* Work to be completed *
Please give back the listing below word for word and drop any images.
===== Supplied material
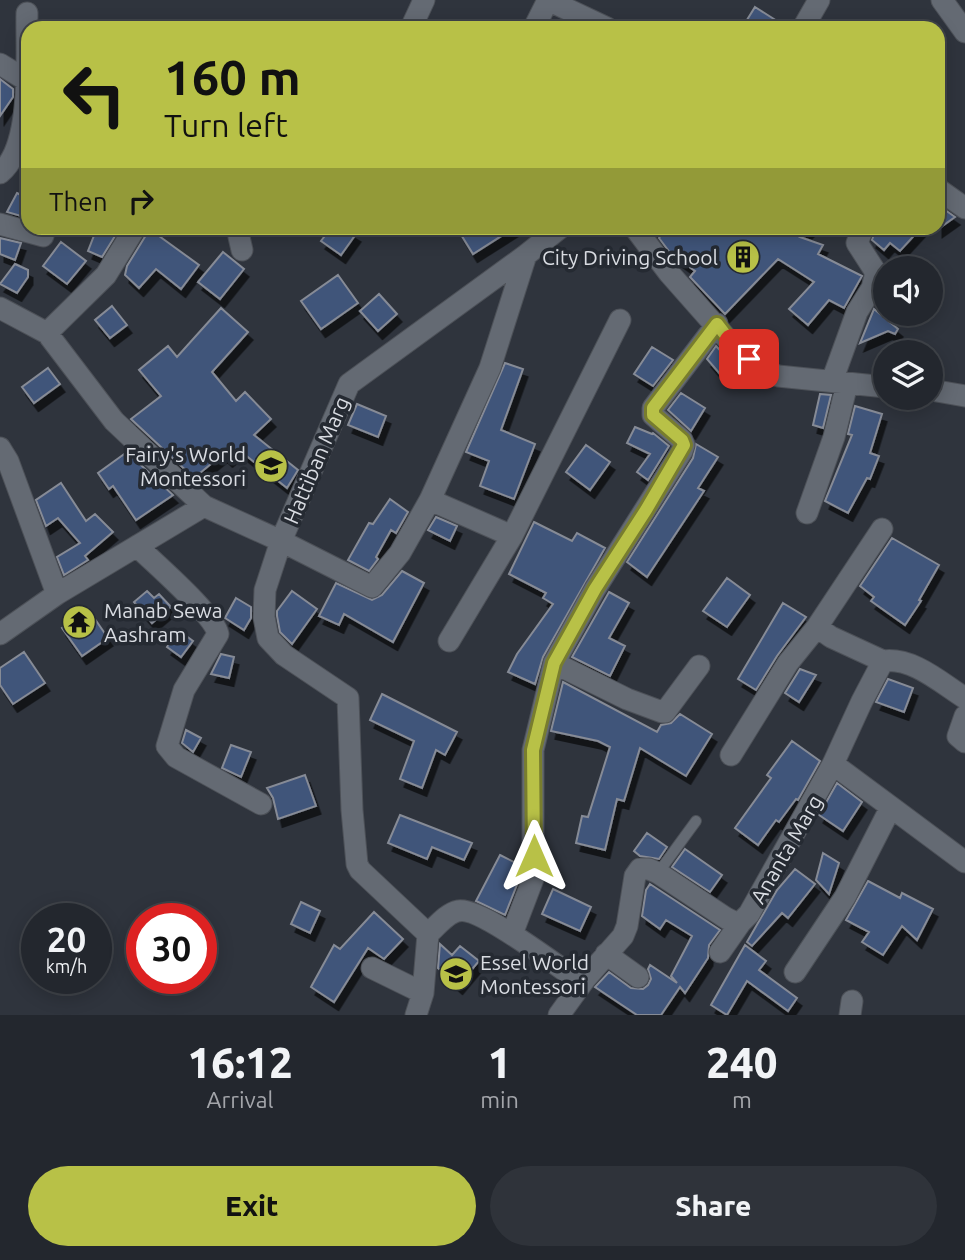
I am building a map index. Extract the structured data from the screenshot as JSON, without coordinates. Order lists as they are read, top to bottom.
{
  "streets": {
    "street": ["Hattiban Marg", "Ananta Marg"]
  },
  "places": {
    "building": ["City Driving School"],
    "school or university": ["Fairy's World Montessori", "Essel World Montessori"],
    "temple": ["Manab Sewa Aashram"]
  },
  "page": {
    "turn": ["160 m", "Turn left"],
    "then": "Then",
    "speed": "20 km/h",
    "limit": "30",
    "eta": [
      "16:12",
      "Arrival",
      "1",
      "min",
      "240",
      "m"
    ],
    "buttons": ["Exit", "Share"]
  }
}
==========
* Exercise result *
I am building a map index. Extract the structured data from the screenshot as JSON, without coordinates. Order lists as they are read, top to bottom.
{
  "streets": {
    "street": ["Hattiban Marg", "Ananta Marg"]
  },
  "places": {
    "building": ["City Driving School"],
    "school or university": ["Fairy's World Montessori", "Essel World Montessori"],
    "temple": ["Manab Sewa Aashram"]
  },
  "page": {
    "turn": ["160 m", "Turn left"],
    "then": "Then",
    "speed": "20 km/h",
    "limit": "30",
    "eta": [
      "16:12",
      "Arrival",
      "1",
      "min",
      "240",
      "m"
    ],
    "buttons": ["Exit", "Share"]
  }
}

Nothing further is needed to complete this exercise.